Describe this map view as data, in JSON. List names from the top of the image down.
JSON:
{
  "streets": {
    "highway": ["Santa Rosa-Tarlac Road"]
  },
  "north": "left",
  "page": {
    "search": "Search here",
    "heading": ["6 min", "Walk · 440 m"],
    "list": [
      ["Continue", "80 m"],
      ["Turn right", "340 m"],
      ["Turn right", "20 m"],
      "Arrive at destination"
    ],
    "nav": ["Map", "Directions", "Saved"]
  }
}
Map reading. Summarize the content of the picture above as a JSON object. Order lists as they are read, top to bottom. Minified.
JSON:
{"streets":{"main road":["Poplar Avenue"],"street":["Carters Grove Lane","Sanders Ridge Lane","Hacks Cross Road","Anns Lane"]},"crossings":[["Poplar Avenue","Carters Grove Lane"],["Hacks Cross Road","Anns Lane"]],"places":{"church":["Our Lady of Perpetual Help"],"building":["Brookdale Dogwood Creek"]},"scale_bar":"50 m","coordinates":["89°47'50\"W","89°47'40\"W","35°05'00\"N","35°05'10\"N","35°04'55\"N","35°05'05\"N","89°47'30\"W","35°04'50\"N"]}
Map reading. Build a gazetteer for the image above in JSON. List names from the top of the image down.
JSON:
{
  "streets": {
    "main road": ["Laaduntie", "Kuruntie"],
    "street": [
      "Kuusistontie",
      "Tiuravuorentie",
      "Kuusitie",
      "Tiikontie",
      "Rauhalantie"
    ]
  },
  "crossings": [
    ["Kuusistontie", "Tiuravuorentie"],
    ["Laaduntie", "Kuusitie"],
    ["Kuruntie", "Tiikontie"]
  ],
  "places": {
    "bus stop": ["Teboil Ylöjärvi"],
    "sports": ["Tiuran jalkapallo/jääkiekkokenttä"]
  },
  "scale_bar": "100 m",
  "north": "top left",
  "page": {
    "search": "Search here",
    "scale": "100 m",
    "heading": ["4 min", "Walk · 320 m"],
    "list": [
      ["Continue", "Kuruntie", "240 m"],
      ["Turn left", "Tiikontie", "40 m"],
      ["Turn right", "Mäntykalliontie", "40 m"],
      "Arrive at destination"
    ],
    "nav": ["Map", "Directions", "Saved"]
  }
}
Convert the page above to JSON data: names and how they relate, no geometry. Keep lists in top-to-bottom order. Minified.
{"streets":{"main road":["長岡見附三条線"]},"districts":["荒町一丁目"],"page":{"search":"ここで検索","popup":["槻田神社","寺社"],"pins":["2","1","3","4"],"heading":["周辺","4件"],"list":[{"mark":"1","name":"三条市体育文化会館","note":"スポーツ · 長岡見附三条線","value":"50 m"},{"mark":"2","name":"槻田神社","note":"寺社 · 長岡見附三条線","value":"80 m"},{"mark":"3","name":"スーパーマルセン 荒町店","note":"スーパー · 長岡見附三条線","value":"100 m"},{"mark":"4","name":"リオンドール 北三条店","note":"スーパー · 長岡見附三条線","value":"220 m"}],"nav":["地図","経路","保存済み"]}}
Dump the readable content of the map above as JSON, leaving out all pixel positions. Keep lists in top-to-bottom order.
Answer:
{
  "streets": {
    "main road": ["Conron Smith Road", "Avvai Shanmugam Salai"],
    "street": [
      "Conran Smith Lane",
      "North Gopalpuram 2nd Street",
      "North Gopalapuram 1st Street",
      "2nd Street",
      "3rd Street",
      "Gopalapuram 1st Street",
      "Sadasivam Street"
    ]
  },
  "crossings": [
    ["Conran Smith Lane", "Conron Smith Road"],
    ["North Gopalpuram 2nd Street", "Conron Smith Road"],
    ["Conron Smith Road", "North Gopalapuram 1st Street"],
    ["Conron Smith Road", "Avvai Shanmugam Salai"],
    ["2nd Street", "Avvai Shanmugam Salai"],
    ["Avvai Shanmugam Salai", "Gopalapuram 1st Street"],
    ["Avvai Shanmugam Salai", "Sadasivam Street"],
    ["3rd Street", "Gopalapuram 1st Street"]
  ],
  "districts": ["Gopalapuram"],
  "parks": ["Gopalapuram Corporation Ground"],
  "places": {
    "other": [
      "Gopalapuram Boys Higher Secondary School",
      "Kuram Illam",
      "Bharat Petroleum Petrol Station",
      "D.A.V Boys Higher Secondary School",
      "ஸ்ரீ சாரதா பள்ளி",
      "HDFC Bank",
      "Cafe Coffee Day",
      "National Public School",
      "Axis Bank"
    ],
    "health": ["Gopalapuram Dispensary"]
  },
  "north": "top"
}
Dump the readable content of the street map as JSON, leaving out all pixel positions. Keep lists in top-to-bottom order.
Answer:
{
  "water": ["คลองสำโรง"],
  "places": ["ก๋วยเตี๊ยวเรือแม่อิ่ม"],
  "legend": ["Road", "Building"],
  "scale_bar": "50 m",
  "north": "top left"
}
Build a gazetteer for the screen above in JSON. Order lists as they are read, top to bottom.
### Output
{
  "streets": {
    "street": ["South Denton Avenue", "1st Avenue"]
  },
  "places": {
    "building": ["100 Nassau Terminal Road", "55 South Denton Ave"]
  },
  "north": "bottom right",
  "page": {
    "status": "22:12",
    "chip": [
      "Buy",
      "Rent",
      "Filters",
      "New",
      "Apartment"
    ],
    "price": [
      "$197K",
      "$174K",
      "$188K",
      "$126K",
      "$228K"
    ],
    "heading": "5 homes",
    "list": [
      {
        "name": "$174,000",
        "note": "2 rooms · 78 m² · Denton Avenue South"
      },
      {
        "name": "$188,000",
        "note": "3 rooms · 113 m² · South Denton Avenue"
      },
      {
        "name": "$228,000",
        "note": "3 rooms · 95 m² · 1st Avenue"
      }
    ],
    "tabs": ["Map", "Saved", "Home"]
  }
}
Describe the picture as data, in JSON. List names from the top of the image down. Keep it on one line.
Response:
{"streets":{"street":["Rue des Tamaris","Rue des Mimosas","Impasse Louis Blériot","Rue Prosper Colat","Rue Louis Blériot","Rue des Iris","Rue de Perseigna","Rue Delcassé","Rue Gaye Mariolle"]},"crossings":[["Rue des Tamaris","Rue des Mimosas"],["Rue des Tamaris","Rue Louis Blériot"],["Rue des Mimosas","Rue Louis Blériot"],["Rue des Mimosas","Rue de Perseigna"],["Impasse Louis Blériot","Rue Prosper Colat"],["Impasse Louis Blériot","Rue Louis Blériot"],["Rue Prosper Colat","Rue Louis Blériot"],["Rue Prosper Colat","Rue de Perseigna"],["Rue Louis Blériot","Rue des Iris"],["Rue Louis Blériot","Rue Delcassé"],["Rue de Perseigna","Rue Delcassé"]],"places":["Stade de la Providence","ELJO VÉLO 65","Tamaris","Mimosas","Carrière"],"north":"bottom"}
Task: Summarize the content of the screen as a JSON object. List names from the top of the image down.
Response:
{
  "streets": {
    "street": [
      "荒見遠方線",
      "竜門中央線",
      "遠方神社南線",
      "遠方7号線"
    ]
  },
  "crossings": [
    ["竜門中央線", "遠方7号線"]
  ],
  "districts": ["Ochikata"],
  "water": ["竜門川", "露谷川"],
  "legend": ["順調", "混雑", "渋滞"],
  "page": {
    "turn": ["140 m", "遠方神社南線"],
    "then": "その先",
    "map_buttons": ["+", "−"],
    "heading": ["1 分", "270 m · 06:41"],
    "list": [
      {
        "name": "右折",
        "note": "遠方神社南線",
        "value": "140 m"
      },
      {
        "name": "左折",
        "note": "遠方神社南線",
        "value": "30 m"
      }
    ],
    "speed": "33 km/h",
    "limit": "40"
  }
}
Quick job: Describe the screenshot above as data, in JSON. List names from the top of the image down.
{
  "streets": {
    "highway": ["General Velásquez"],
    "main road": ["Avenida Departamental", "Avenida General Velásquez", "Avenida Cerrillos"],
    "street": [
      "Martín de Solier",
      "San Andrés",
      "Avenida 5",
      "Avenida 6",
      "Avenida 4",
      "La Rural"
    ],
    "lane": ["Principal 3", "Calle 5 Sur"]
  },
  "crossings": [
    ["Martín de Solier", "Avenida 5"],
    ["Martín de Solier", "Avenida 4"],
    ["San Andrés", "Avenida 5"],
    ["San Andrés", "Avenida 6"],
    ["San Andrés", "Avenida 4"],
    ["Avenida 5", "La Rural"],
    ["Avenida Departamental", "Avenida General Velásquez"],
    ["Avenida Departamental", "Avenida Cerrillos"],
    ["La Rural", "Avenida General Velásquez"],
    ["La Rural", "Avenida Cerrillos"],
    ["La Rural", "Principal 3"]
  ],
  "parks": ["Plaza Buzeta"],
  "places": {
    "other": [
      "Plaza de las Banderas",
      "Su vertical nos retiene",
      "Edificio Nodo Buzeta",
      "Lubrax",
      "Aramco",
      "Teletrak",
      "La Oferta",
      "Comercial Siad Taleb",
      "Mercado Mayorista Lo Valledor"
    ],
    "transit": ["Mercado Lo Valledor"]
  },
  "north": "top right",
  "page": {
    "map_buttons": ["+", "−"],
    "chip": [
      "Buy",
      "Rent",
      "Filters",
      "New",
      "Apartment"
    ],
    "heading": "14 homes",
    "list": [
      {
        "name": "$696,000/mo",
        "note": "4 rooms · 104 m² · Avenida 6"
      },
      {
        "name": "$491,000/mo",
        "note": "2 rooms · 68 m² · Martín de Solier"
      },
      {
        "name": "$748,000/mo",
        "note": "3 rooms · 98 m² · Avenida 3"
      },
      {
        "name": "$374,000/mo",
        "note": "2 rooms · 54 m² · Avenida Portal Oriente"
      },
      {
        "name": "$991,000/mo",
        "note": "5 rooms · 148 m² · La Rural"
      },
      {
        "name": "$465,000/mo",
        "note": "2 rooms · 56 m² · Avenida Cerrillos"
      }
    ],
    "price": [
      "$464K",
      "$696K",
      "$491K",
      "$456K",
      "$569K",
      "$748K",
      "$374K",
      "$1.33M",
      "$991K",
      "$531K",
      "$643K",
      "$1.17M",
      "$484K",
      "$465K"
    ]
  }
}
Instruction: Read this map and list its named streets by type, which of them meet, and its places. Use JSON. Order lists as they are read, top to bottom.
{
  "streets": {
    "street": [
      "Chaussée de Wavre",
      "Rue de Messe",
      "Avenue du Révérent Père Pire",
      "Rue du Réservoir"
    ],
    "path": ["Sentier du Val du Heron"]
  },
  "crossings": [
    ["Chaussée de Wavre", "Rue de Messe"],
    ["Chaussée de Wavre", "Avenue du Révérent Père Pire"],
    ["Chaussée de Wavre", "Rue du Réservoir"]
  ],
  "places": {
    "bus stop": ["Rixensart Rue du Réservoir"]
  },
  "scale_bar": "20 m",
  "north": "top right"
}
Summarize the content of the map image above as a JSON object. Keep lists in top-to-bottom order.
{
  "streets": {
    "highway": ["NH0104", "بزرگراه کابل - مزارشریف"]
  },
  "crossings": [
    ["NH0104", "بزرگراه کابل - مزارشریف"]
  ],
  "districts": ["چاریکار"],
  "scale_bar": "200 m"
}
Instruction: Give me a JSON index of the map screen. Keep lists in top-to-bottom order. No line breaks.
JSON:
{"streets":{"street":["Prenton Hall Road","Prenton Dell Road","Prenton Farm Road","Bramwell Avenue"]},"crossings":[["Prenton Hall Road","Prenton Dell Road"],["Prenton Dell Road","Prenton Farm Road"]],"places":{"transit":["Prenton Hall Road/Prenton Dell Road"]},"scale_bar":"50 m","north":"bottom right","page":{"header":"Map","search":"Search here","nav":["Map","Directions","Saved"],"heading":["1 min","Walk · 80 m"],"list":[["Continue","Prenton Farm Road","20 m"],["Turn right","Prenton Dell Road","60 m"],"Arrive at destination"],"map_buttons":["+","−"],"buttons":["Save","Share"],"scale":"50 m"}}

◇ ◇ ◇ ◇ ◇

Problem to work on: Beginning with the top line of the data above, output every line exactly until the one that contains "Map reading. Build", and include that one too.

Task answer:
Describe this map view as data, in JSON. List names from the top of the image down.
JSON:
{
  "streets": {
    "highway": ["Santa Rosa-Tarlac Road"]
  },
  "north": "left",
  "page": {
    "search": "Search here",
    "heading": ["6 min", "Walk · 440 m"],
    "list": [
      ["Continue", "80 m"],
      ["Turn right", "340 m"],
      ["Turn right", "20 m"],
      "Arrive at destination"
    ],
    "nav": ["Map", "Directions", "Saved"]
  }
}
Map reading. Summarize the content of the picture above as a JSON object. Order lists as they are read, top to bottom. Minified.
JSON:
{"streets":{"main road":["Poplar Avenue"],"street":["Carters Grove Lane","Sanders Ridge Lane","Hacks Cross Road","Anns Lane"]},"crossings":[["Poplar Avenue","Carters Grove Lane"],["Hacks Cross Road","Anns Lane"]],"places":{"church":["Our Lady of Perpetual Help"],"building":["Brookdale Dogwood Creek"]},"scale_bar":"50 m","coordinates":["89°47'50\"W","89°47'40\"W","35°05'00\"N","35°05'10\"N","35°04'55\"N","35°05'05\"N","89°47'30\"W","35°04'50\"N"]}
Map reading. Build a gazetteer for the image above in JSON. List names from the top of the image down.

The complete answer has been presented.